To make it easily possible, RMK makes use of ktmidi Midi1Machine and Midi2Machine API, for each MIDI mode. Those classes work like a virtual MIDI device machines that remembers their virtual register state.

All those MIDI support features on top of DiatonicKeyboardWithControllers and these additional knobs etc. are collected into one DiatonicLiveMidiKeyboard composable function, and it is packaged as compose-audio-controls-midi AAR, which now depends on ktmidi library (let me rephrase: DiatonicKeyboard is not necessarily tied to MIDI; DiatonicLiveMidiKeyboard is, for sure).

Summary

Resident MIDI Keyboard helps dogfooding your MIDI output devices, or works as a MIDI input device and get connected from your DAWs. It supports both MIDI 1.0 and 2.0 so it would be also useful for your next MIDI 2.0 development.

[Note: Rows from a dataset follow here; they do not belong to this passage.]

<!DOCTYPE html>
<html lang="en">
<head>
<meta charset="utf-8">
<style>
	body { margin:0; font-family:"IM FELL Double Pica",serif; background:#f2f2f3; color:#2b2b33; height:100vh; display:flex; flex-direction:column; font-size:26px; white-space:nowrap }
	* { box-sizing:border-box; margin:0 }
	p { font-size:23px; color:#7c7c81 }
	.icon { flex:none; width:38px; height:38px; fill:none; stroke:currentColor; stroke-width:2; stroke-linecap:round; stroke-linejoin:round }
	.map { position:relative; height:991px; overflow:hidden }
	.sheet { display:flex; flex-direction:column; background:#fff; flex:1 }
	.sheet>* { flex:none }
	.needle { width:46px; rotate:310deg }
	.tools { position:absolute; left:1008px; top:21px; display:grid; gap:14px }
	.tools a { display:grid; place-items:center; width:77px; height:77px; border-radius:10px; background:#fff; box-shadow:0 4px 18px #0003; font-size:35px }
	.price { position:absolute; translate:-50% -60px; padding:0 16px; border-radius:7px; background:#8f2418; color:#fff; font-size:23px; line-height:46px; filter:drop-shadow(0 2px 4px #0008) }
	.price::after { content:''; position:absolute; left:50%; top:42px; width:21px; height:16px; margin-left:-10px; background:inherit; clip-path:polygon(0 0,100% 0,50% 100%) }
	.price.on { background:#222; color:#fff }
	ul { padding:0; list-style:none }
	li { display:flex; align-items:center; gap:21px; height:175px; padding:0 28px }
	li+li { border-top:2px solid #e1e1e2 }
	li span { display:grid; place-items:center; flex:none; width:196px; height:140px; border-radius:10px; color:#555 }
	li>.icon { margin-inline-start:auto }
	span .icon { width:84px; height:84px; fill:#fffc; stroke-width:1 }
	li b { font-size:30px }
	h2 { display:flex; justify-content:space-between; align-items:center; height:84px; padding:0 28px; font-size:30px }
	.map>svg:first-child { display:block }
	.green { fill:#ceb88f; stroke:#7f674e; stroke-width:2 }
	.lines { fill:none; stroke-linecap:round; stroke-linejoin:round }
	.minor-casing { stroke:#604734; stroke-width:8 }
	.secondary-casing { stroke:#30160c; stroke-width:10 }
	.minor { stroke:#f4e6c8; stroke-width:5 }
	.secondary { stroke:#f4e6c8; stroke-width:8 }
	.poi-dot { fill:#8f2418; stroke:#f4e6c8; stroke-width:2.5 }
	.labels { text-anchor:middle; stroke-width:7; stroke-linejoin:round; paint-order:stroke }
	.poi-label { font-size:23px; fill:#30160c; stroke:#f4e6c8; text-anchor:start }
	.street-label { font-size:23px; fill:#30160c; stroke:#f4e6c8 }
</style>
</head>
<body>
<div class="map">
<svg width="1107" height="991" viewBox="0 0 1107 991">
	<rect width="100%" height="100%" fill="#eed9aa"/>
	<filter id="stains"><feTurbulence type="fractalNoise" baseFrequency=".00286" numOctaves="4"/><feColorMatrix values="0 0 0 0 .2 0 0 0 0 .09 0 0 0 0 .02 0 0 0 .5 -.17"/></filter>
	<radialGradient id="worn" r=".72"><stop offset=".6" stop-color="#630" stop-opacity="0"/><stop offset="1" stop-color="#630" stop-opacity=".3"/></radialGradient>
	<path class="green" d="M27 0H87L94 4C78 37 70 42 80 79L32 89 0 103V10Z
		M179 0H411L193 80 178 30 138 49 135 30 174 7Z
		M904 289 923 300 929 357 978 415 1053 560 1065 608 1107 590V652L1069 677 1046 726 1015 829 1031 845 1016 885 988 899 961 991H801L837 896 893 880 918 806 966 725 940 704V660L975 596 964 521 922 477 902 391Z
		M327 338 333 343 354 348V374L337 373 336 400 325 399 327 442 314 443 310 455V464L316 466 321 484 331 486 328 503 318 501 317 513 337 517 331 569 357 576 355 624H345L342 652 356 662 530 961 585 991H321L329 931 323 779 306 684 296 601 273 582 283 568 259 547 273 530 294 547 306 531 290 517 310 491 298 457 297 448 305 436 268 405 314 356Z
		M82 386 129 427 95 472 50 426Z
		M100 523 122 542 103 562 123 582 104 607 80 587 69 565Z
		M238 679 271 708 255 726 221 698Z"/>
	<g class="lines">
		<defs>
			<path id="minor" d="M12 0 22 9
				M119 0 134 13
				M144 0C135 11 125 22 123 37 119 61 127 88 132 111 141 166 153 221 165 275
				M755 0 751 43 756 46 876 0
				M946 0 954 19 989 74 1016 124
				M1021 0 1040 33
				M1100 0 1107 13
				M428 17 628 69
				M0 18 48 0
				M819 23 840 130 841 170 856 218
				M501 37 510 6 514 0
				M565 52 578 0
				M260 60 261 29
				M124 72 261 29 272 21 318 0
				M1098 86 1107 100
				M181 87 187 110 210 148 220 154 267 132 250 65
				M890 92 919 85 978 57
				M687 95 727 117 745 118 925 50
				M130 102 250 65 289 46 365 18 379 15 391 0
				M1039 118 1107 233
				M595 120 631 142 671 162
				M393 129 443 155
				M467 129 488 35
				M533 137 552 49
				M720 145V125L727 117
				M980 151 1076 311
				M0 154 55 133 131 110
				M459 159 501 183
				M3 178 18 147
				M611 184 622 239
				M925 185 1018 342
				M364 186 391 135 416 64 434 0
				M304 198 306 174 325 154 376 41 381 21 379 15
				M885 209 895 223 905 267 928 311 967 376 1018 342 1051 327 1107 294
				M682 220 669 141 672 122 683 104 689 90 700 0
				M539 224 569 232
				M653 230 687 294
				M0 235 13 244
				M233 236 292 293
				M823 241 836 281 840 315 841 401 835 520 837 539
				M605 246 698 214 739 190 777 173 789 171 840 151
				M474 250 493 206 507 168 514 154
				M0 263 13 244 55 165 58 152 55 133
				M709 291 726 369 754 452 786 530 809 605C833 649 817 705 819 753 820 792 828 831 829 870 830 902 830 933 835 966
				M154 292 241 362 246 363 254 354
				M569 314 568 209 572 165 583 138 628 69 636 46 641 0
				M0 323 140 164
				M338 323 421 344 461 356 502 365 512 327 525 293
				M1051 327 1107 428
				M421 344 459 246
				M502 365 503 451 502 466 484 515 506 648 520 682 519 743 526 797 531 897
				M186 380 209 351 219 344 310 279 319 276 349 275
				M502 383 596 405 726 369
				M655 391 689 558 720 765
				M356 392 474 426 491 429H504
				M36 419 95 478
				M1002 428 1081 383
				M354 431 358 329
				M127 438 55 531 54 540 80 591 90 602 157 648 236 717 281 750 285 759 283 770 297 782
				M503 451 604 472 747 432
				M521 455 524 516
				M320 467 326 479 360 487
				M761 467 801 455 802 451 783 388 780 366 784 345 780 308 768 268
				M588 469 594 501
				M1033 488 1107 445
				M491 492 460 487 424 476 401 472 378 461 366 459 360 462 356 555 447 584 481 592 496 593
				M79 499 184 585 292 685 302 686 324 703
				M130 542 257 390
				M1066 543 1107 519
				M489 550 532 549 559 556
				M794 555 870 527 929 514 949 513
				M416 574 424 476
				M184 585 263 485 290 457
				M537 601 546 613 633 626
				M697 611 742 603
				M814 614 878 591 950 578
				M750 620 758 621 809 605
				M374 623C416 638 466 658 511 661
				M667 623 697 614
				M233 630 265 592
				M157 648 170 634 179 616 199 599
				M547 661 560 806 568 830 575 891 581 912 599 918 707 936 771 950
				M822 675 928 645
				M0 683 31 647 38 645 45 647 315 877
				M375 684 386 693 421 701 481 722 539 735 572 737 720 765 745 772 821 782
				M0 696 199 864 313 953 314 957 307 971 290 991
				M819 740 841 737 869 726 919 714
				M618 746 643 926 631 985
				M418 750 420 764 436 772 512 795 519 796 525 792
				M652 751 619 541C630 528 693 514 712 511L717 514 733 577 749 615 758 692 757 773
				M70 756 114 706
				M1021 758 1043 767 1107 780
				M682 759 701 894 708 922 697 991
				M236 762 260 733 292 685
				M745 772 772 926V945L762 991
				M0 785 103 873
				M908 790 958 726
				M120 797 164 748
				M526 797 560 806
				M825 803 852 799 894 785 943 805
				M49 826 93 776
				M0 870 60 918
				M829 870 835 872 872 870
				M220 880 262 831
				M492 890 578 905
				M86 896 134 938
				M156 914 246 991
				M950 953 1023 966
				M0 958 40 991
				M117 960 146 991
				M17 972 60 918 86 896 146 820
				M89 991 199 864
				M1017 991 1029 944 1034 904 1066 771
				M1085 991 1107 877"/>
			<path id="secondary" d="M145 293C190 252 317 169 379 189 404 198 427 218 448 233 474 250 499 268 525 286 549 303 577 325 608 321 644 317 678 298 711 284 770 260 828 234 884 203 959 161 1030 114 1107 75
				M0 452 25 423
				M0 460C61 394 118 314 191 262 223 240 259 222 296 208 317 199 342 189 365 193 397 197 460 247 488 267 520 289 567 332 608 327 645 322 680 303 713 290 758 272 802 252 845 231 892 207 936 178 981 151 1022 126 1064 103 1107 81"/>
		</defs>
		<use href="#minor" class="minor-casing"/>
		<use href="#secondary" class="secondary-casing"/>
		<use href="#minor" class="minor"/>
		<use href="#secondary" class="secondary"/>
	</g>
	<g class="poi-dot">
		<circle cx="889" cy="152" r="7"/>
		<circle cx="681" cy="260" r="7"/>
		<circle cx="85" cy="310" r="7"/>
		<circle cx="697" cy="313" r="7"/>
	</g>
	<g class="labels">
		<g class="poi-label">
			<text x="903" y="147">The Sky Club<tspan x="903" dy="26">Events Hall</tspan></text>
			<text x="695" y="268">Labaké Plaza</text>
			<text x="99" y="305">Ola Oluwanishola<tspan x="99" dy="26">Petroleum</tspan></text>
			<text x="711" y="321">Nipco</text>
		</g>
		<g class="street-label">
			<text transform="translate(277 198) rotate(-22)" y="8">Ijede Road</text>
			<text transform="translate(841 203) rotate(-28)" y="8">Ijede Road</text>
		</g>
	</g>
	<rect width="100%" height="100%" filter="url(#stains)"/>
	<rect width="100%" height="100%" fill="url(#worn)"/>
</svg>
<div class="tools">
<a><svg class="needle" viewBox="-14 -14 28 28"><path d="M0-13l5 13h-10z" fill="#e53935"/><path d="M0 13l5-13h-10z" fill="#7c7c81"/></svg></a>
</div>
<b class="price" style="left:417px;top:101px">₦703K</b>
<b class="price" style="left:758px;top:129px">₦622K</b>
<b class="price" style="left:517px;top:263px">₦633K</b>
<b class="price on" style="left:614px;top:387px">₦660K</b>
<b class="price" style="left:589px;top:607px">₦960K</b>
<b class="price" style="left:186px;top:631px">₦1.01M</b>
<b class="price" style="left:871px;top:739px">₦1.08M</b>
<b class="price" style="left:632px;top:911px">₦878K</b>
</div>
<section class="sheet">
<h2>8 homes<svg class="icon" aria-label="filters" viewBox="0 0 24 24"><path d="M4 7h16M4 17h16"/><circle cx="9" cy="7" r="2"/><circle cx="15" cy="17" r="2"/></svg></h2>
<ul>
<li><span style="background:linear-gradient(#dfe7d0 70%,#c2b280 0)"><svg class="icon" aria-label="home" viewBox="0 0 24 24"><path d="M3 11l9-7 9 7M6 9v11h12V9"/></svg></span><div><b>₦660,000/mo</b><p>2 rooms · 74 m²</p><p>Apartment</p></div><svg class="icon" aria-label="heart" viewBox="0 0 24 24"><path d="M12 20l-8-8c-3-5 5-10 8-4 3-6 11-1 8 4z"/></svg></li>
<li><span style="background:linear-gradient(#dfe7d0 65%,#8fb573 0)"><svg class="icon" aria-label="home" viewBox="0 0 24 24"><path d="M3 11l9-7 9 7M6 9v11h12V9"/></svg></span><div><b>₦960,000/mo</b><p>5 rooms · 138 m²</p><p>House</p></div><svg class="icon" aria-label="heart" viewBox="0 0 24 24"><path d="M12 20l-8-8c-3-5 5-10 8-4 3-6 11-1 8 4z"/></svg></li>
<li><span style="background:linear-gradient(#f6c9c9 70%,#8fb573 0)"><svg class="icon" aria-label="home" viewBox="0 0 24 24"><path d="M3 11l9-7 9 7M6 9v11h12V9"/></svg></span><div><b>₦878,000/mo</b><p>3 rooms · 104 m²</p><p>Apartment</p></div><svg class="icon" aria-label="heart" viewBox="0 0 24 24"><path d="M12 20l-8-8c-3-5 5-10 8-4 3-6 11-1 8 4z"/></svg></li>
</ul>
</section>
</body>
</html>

compose-audio-controls library is the core background of the app. I have explained various design principles behind those ImageStripKnob and DiatonicKeyboard components. DiatonicLiveMidiKeyboard enhances those features with extensive use of ktmidi library.

And as I have explained a lot of background on why I needed them in the beginning, it would help further AAP development.